§ **Records for this exercise**
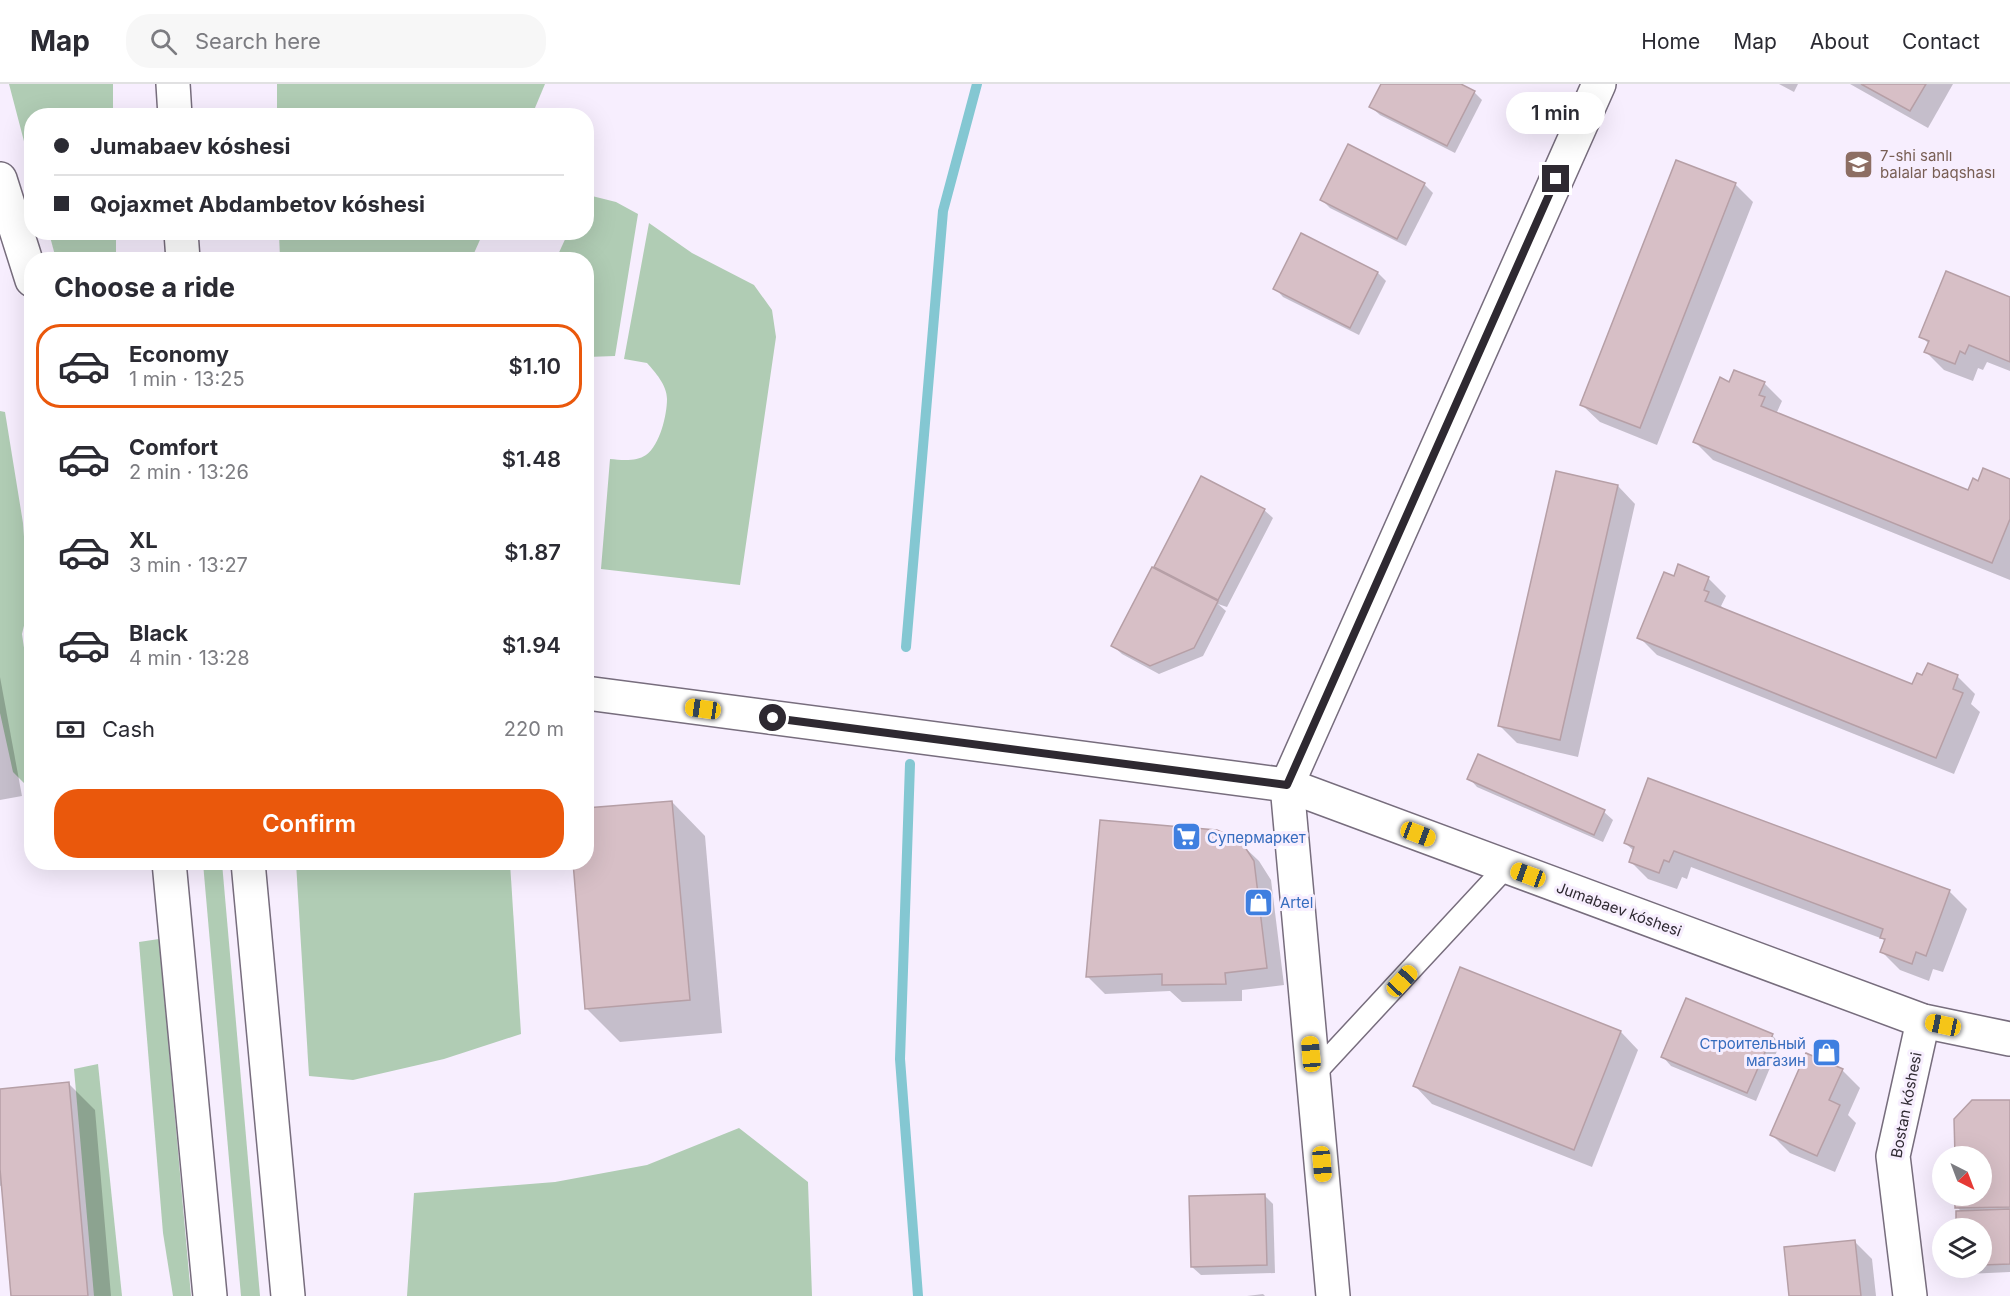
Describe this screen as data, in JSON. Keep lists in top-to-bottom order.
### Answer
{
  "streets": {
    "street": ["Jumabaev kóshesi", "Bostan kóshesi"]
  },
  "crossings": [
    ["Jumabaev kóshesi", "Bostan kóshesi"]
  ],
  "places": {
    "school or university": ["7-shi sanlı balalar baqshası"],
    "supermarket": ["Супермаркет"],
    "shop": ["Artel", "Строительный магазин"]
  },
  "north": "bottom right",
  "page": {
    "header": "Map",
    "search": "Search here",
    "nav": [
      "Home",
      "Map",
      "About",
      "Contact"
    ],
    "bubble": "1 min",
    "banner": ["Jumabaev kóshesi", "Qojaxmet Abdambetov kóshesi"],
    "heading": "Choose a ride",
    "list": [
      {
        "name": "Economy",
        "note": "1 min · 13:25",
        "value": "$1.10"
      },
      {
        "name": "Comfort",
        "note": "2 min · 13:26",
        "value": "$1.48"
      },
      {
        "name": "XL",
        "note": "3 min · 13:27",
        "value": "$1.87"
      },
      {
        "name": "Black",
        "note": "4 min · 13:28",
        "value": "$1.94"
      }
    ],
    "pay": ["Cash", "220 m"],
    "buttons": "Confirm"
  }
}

...

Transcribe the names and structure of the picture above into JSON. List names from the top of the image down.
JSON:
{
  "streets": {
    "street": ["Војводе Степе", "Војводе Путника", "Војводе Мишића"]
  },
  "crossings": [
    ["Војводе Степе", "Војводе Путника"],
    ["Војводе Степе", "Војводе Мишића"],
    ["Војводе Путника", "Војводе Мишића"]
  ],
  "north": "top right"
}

==

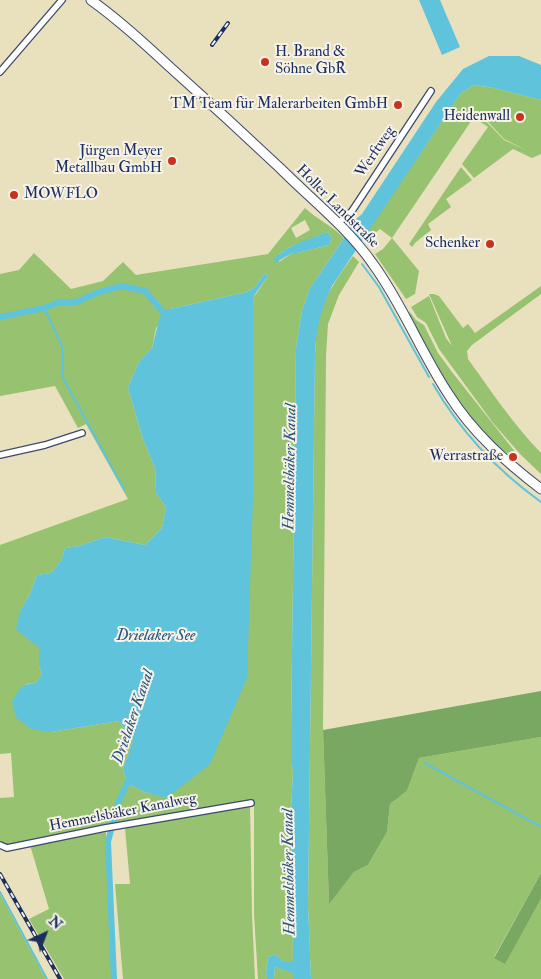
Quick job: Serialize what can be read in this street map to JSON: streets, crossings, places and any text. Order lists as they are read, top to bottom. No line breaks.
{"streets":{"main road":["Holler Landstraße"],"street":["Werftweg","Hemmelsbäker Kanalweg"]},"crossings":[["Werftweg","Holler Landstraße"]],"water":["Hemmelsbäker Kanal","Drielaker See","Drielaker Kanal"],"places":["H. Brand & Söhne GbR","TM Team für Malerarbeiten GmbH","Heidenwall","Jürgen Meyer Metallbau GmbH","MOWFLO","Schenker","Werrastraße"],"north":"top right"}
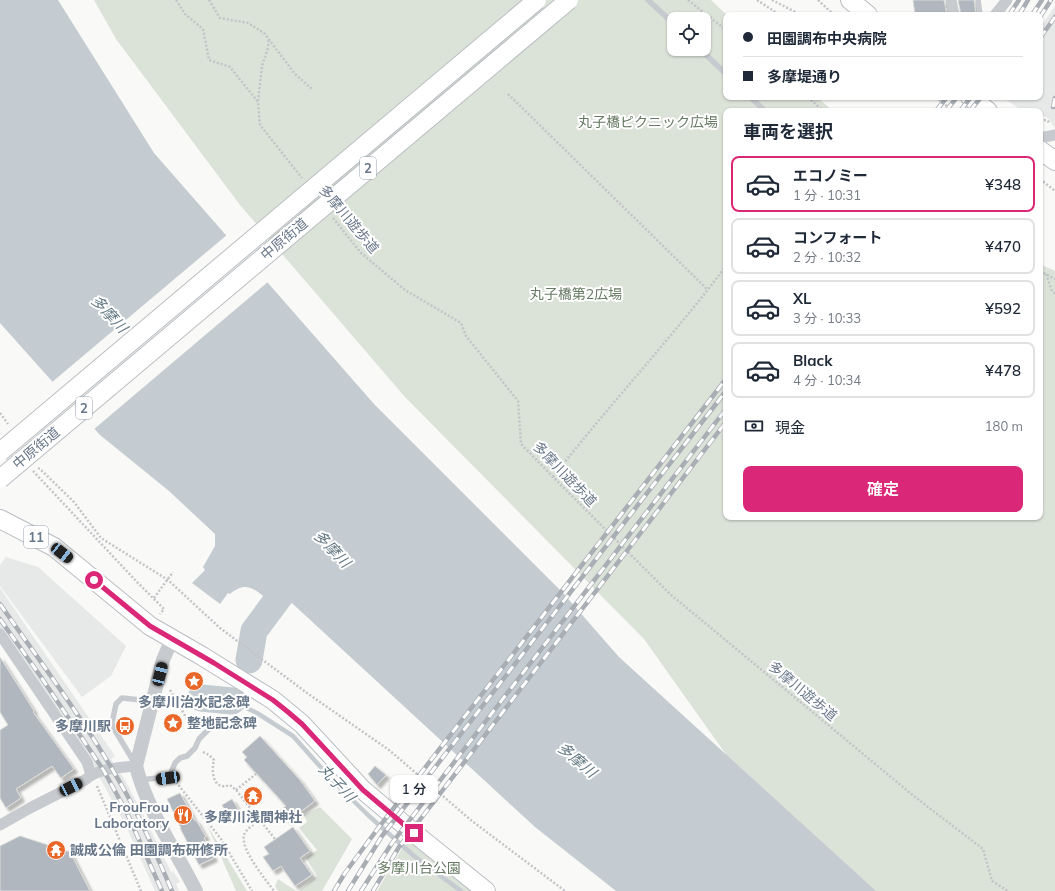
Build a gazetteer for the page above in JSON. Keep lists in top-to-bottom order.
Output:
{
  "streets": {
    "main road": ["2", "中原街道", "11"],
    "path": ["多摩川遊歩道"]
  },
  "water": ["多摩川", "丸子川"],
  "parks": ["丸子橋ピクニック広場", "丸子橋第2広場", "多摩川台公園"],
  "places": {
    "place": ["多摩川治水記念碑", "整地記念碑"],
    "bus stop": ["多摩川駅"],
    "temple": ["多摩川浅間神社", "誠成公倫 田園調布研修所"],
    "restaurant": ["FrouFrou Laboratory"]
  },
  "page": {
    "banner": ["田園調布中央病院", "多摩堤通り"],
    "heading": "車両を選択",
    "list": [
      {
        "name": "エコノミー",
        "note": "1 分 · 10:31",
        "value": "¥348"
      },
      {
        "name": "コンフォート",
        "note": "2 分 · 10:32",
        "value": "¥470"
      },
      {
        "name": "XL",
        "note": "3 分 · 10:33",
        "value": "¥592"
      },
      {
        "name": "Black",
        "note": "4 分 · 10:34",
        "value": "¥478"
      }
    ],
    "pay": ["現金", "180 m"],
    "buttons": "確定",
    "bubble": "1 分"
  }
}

§ **Task brief**
Among the records, find the lines that contain "Keep" and copy each of them.

§ **Response area**
Describe this screen as data, in JSON. Keep lists in top-to-bottom order.
Build a gazetteer for the page above in JSON. Keep lists in top-to-bottom order.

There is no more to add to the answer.